Data excerpts:
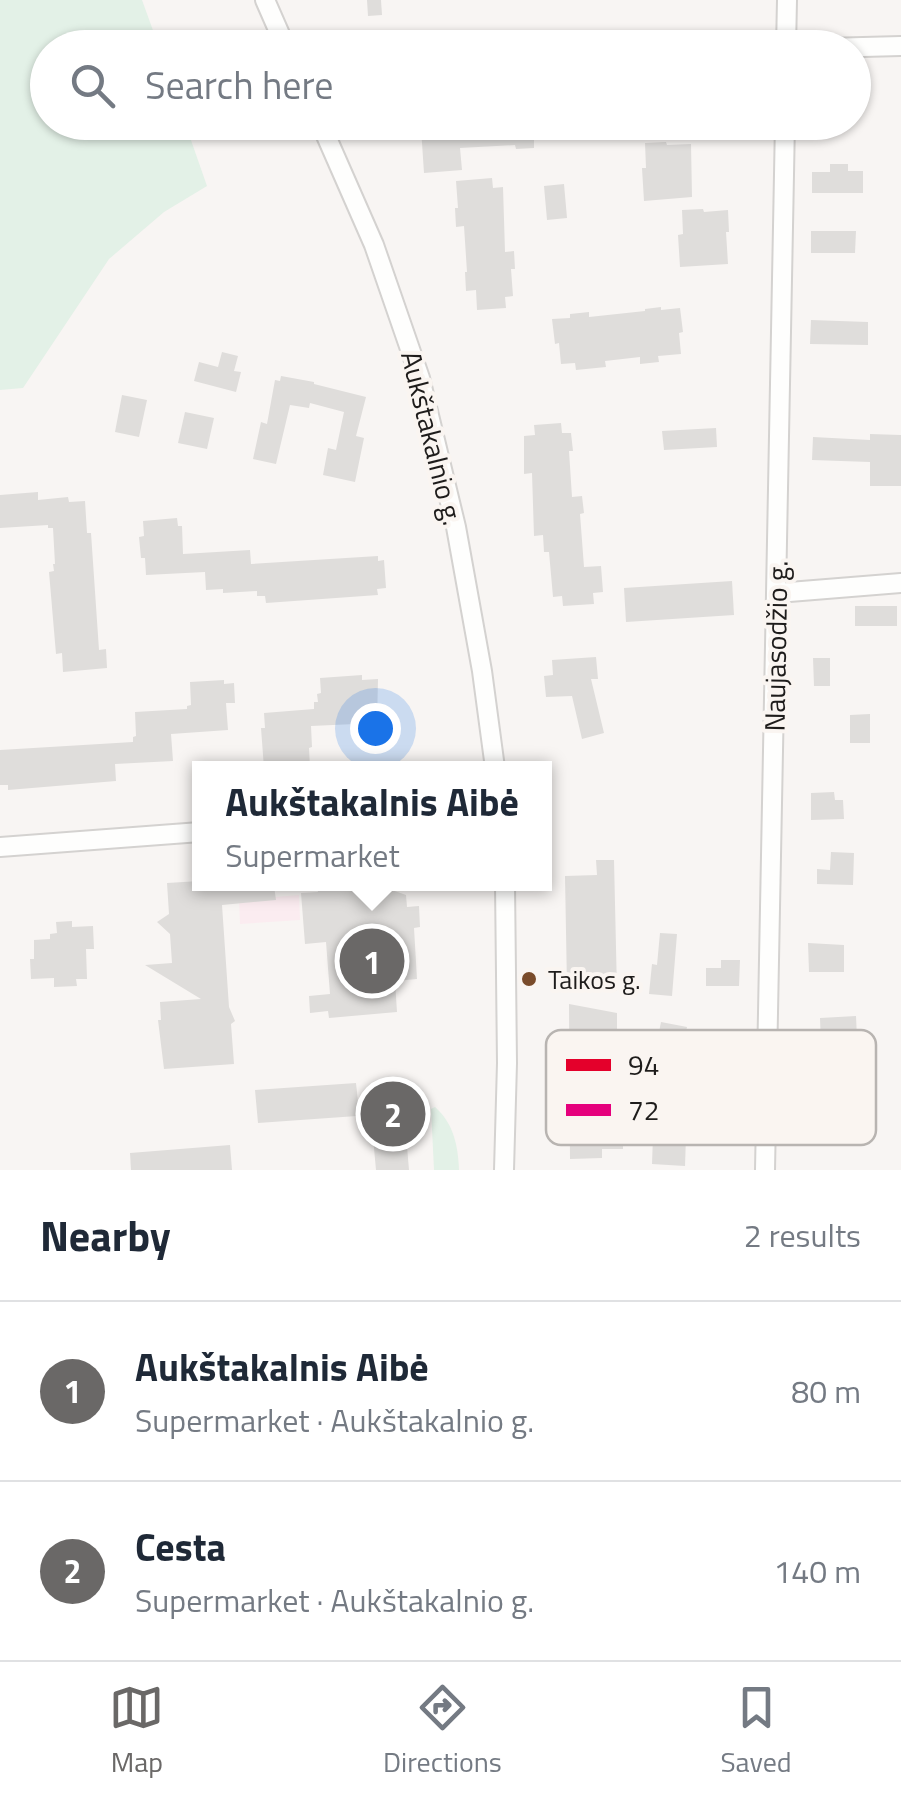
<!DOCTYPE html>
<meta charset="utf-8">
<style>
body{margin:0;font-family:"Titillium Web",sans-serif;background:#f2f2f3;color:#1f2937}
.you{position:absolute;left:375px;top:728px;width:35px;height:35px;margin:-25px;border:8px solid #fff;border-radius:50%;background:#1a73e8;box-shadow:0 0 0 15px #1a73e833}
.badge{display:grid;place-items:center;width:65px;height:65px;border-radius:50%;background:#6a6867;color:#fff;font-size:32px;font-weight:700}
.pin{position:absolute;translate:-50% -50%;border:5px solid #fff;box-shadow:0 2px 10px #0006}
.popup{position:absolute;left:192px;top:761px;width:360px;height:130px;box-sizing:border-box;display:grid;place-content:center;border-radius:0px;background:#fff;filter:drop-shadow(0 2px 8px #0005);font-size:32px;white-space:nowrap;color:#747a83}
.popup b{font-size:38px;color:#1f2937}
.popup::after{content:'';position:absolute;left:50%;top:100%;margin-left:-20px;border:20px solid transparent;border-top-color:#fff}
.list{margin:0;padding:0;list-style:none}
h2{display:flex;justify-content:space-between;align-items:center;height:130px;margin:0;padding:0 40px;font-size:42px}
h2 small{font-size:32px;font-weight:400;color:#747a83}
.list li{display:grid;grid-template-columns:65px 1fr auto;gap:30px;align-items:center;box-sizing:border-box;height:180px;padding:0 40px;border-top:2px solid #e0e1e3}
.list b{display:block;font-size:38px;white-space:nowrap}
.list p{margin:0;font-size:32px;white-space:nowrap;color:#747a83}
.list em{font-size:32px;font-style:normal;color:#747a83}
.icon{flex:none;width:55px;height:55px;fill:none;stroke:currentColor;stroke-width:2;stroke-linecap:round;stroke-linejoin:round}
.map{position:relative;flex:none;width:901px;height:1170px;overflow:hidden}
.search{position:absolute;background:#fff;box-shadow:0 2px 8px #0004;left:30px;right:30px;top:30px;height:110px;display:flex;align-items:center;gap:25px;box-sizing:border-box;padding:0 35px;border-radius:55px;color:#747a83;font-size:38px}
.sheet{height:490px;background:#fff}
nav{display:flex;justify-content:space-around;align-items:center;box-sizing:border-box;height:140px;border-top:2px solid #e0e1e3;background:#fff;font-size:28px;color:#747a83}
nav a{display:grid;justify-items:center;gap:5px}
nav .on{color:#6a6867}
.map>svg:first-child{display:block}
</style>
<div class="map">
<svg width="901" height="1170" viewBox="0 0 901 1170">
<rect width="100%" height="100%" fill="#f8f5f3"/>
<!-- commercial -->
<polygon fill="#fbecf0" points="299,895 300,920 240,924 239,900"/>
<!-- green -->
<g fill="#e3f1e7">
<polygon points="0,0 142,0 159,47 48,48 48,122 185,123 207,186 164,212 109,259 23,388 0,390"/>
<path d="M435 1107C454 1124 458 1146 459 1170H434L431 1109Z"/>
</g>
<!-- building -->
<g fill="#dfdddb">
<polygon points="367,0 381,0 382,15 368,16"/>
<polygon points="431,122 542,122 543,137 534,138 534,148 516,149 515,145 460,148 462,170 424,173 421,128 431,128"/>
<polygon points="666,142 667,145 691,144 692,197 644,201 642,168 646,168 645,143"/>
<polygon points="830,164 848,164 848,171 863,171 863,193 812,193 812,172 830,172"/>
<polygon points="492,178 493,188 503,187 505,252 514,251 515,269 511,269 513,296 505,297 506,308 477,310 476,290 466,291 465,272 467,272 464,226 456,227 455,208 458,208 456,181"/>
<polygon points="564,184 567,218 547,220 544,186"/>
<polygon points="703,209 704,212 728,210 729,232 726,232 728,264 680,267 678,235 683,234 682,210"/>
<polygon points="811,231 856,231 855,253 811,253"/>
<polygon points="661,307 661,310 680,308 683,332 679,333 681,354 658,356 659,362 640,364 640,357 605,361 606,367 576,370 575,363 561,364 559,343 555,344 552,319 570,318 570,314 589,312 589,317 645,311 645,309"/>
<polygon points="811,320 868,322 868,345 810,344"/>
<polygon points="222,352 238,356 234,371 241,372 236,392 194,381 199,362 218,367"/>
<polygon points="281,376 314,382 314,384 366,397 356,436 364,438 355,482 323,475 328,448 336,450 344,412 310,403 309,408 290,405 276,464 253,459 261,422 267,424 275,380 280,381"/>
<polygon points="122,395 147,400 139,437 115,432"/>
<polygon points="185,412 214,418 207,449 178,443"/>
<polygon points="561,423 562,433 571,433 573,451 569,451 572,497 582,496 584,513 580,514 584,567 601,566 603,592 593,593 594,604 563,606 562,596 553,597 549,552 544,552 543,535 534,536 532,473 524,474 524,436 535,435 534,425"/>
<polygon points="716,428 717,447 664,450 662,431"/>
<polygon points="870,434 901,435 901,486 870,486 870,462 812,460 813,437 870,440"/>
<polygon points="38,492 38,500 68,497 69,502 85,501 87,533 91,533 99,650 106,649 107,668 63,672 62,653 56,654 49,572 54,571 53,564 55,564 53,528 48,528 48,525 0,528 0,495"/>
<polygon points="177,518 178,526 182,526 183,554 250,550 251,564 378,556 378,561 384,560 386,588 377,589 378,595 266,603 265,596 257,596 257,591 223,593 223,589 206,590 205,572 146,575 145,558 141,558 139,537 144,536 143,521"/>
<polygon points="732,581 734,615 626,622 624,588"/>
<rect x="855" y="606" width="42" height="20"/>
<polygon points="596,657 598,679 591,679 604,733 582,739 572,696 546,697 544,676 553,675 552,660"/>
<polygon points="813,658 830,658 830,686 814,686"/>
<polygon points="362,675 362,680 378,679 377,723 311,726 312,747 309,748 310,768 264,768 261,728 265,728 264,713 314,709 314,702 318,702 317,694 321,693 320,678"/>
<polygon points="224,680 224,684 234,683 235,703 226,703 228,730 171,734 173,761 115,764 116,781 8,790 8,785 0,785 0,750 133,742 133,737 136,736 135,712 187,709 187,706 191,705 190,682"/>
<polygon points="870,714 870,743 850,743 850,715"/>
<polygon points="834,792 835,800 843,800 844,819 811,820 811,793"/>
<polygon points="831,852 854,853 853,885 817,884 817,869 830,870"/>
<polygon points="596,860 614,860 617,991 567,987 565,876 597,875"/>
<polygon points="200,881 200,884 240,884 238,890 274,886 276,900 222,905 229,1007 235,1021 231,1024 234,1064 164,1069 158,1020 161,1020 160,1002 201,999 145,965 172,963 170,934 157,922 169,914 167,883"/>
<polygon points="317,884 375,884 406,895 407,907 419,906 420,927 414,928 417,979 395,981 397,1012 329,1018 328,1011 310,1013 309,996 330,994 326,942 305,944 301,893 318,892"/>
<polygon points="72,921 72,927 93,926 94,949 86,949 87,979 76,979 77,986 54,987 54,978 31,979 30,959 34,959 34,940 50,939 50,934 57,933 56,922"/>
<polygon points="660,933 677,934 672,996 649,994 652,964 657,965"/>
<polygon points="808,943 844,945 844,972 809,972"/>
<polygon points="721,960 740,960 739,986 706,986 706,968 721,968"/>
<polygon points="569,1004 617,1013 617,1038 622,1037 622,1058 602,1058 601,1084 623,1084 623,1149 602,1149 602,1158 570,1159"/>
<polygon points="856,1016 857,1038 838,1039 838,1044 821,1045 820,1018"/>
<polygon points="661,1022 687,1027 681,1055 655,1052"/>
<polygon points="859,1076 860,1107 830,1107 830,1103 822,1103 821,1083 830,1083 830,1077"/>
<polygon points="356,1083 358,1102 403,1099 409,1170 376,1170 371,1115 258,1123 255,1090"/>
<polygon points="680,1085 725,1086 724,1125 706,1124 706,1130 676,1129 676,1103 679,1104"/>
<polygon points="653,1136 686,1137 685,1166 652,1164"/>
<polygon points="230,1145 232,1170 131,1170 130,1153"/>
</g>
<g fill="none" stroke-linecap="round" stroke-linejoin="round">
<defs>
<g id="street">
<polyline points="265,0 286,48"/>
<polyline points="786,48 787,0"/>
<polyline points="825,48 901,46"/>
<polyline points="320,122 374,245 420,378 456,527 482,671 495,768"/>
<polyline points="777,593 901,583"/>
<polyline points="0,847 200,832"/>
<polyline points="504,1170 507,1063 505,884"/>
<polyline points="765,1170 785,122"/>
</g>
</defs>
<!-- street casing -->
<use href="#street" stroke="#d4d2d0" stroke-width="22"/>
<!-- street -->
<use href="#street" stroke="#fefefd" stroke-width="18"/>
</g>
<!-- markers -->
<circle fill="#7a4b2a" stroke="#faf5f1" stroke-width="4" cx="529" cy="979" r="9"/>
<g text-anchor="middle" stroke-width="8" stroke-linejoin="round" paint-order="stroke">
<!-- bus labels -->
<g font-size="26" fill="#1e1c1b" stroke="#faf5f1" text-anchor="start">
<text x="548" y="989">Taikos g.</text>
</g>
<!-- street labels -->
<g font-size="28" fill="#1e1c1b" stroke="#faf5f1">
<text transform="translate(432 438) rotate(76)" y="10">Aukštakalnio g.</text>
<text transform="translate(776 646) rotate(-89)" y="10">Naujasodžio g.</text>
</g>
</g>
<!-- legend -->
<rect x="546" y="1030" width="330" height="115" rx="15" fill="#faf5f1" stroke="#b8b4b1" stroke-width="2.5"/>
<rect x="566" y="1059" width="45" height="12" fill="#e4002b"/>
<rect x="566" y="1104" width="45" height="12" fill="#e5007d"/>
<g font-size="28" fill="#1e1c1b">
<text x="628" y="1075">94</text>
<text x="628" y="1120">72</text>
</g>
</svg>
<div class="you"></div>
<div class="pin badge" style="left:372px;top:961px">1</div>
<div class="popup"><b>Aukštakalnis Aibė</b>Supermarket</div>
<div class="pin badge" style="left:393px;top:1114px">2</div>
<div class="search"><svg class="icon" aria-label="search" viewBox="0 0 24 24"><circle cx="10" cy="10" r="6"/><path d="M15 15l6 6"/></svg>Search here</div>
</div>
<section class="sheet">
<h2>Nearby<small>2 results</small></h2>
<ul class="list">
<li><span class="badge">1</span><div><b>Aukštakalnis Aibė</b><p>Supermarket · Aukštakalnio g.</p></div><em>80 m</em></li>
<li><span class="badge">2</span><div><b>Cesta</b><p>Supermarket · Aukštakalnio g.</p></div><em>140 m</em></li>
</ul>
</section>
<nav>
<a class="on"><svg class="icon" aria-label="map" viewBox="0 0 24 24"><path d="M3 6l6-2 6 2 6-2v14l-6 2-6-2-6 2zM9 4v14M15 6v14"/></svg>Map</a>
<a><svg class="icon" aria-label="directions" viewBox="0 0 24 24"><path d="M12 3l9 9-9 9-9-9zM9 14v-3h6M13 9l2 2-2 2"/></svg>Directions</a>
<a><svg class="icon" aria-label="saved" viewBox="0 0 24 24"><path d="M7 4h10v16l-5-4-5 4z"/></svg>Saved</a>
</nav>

Task instructions: In the listing above, find each line with "white" and copy it.

Written solution:
.popup{position:absolute;left:192px;top:761px;width:360px;height:130px;box-sizing:border-box;display:grid;place-content:center;border-radius:0px;background:#fff;filter:drop-shadow(0 2px 8px #0005);font-size:32px;white-space:nowrap;color:#747a83}
.list b{display:block;font-size:38px;white-space:nowrap}
.list p{margin:0;font-size:32px;white-space:nowrap;color:#747a83}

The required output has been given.